Supplied material Block Start
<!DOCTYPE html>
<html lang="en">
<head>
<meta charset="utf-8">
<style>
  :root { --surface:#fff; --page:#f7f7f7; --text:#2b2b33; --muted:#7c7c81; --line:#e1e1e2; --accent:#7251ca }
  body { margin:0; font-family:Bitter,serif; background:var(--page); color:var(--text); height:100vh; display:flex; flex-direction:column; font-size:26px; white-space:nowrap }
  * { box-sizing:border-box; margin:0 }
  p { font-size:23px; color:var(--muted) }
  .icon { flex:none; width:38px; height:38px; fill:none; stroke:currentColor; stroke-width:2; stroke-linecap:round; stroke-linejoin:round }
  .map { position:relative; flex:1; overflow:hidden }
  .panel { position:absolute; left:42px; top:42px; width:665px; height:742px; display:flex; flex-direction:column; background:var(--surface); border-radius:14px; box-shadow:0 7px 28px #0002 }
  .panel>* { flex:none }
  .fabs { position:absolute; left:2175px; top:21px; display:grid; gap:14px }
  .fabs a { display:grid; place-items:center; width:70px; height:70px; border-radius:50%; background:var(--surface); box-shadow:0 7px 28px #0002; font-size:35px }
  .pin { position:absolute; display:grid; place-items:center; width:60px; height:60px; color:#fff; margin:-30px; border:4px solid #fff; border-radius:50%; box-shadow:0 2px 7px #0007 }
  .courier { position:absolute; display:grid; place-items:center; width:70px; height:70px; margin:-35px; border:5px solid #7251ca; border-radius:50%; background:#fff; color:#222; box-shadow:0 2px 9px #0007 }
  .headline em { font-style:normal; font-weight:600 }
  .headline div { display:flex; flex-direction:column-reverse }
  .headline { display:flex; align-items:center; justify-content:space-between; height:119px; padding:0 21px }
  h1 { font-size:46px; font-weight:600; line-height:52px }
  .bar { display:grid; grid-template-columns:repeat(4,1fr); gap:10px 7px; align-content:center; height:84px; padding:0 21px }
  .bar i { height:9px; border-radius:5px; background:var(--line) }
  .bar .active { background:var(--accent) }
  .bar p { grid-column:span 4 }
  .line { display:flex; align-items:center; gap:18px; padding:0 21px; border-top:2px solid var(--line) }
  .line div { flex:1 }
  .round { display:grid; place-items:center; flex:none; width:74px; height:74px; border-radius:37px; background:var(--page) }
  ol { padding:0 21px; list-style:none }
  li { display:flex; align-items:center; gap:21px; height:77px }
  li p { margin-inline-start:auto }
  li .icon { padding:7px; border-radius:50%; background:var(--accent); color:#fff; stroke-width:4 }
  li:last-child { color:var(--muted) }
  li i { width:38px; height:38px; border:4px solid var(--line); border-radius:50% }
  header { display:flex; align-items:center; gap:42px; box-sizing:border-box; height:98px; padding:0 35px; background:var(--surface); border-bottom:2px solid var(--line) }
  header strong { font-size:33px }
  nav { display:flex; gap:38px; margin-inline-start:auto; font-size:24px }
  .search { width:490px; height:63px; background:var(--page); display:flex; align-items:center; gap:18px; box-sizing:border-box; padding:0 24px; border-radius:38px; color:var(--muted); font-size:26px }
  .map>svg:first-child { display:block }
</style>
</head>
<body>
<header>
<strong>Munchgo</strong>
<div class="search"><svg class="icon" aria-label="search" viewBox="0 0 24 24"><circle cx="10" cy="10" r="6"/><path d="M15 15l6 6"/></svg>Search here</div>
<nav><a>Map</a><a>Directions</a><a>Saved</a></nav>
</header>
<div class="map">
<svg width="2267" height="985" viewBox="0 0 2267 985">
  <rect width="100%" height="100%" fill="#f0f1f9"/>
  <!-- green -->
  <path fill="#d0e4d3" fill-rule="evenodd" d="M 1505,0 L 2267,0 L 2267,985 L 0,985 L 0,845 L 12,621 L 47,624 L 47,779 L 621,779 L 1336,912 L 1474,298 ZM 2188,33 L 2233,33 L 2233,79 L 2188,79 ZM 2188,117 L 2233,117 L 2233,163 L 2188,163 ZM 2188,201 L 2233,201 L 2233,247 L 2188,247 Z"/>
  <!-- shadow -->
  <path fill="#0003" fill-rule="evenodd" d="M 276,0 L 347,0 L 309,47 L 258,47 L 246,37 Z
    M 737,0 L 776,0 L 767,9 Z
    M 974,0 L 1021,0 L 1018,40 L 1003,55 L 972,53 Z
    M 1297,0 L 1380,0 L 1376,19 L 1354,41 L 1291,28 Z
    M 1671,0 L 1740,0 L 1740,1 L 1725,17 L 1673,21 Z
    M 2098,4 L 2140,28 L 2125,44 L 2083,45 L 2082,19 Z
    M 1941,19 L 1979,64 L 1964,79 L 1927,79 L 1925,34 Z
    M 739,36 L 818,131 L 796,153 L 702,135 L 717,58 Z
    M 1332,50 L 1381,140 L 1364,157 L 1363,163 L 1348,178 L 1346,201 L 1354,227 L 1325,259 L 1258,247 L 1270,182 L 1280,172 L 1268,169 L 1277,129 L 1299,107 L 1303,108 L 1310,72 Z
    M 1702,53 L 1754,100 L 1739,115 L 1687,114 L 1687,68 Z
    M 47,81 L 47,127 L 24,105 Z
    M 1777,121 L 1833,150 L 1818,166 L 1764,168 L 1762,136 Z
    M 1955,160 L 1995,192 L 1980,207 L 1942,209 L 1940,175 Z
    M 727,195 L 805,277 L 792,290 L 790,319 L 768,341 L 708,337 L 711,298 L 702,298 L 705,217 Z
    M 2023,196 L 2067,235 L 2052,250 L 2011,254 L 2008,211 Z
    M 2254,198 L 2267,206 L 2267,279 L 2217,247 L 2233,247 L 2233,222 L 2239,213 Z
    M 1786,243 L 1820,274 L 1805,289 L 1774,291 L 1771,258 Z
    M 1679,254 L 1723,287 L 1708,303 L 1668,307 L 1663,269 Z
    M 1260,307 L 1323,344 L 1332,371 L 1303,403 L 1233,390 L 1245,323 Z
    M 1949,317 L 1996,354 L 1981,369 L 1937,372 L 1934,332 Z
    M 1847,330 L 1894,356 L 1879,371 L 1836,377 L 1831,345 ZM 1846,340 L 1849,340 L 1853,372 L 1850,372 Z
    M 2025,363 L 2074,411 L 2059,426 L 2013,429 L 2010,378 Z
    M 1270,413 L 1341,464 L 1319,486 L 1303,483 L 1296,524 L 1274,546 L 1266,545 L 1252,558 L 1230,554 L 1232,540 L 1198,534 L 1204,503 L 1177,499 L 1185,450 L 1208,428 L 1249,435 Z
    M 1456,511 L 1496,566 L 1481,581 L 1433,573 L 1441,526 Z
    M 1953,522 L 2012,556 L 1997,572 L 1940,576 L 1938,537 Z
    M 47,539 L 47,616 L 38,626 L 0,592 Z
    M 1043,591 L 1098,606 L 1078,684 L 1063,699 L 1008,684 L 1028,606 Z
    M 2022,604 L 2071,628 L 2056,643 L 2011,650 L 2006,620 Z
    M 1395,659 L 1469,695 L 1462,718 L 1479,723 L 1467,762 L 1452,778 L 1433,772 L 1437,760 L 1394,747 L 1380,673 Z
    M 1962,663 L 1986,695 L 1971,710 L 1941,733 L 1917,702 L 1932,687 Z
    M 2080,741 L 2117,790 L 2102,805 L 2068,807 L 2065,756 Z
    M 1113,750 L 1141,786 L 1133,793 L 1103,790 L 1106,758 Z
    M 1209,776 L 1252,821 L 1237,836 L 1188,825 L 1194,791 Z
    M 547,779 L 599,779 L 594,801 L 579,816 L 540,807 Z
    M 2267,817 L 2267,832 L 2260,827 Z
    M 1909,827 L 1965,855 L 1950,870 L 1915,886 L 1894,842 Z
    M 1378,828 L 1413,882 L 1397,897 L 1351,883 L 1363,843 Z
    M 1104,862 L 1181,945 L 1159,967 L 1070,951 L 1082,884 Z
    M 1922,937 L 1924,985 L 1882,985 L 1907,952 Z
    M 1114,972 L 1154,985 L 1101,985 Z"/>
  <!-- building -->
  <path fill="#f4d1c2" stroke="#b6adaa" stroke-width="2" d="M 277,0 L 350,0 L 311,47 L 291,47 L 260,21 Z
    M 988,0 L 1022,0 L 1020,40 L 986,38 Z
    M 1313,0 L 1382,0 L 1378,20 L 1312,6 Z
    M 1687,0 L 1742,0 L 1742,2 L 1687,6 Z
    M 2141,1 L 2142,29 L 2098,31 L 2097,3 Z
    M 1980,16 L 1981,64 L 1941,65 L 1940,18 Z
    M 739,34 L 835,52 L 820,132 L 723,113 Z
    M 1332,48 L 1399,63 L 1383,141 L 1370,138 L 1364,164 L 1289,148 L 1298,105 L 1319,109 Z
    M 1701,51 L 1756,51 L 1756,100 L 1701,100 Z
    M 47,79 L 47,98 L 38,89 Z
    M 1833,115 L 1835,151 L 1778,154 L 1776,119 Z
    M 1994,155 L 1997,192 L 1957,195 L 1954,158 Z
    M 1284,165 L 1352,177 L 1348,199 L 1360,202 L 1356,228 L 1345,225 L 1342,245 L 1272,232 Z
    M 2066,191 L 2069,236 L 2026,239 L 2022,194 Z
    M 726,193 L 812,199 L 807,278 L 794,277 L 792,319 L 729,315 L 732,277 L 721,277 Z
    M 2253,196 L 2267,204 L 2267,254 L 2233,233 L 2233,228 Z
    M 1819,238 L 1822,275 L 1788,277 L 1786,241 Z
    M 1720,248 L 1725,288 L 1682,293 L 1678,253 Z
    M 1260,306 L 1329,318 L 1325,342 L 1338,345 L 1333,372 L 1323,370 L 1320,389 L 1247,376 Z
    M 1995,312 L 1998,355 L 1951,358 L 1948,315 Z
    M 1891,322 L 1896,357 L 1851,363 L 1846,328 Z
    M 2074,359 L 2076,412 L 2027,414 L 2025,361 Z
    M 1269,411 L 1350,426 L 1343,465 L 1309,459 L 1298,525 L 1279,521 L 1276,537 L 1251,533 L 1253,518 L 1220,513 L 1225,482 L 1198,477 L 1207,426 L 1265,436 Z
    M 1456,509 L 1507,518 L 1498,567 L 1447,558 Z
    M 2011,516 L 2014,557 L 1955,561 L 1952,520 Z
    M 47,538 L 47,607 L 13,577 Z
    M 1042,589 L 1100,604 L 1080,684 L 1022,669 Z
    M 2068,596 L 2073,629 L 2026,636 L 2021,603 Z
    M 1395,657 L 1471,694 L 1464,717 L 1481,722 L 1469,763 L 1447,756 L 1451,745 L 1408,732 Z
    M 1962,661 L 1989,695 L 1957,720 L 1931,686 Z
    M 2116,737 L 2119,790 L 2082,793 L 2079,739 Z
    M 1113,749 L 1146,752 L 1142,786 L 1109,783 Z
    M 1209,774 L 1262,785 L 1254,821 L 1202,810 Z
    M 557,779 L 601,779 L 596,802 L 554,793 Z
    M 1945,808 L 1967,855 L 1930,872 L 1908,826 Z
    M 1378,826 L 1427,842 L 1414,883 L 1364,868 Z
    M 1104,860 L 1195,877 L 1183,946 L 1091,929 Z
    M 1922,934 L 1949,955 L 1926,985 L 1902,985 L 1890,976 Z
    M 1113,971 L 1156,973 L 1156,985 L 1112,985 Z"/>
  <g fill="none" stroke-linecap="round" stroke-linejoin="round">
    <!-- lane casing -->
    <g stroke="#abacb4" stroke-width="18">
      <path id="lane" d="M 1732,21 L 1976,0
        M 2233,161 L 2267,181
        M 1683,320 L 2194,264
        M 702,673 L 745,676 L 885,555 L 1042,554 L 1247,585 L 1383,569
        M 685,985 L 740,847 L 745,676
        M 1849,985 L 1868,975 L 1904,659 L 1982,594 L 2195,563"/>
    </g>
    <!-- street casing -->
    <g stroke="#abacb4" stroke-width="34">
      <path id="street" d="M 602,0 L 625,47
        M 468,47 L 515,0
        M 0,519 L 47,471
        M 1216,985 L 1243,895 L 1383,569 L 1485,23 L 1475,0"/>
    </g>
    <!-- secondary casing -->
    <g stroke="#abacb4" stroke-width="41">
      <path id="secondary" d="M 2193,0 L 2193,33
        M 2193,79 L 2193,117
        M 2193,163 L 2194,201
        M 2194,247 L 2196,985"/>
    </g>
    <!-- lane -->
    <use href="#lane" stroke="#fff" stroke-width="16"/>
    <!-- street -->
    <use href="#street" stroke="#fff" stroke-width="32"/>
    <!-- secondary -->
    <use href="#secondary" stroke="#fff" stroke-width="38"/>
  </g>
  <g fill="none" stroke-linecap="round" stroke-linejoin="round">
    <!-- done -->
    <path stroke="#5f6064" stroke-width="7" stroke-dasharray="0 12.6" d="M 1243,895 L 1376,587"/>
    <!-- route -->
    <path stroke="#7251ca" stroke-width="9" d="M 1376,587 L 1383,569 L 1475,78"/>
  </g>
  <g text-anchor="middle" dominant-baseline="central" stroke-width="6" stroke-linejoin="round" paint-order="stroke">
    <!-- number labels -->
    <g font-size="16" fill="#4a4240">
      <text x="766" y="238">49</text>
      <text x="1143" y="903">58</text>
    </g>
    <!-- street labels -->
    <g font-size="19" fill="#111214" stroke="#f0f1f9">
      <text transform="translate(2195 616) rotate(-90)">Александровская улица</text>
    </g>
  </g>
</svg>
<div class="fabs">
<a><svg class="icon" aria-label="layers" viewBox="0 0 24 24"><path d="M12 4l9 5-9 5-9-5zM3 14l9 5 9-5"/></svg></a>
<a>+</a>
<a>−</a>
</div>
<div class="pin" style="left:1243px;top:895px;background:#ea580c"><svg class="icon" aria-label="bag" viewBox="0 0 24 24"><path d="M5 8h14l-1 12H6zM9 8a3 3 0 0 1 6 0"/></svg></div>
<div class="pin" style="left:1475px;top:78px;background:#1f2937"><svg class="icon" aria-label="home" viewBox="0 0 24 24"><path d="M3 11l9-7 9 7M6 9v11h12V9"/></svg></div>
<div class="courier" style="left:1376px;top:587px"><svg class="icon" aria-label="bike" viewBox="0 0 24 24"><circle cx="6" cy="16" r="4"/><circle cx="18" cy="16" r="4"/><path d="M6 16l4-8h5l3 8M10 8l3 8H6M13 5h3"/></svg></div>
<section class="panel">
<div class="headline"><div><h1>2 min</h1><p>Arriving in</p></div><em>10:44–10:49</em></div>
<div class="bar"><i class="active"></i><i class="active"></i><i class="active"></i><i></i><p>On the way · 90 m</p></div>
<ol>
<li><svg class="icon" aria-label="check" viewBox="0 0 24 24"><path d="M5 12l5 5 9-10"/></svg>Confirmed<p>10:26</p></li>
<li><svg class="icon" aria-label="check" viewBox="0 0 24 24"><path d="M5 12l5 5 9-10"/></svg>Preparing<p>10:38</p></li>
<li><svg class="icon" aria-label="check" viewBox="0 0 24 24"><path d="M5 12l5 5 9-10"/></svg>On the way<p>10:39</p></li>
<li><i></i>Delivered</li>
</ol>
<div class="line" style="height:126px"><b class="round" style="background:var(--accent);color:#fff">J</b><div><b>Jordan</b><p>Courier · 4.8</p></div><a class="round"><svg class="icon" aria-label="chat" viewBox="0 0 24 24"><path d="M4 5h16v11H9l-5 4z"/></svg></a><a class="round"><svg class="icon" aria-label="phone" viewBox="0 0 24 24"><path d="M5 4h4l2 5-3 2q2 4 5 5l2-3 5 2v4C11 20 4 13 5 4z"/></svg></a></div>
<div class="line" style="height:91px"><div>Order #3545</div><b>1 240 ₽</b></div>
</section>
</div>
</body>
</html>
Supplied material Block End
Exercise objective = Among the lines above, list those that contain the word "strong".

Reply to the task =
  header strong { font-size:33px }
<strong>Munchgo</strong>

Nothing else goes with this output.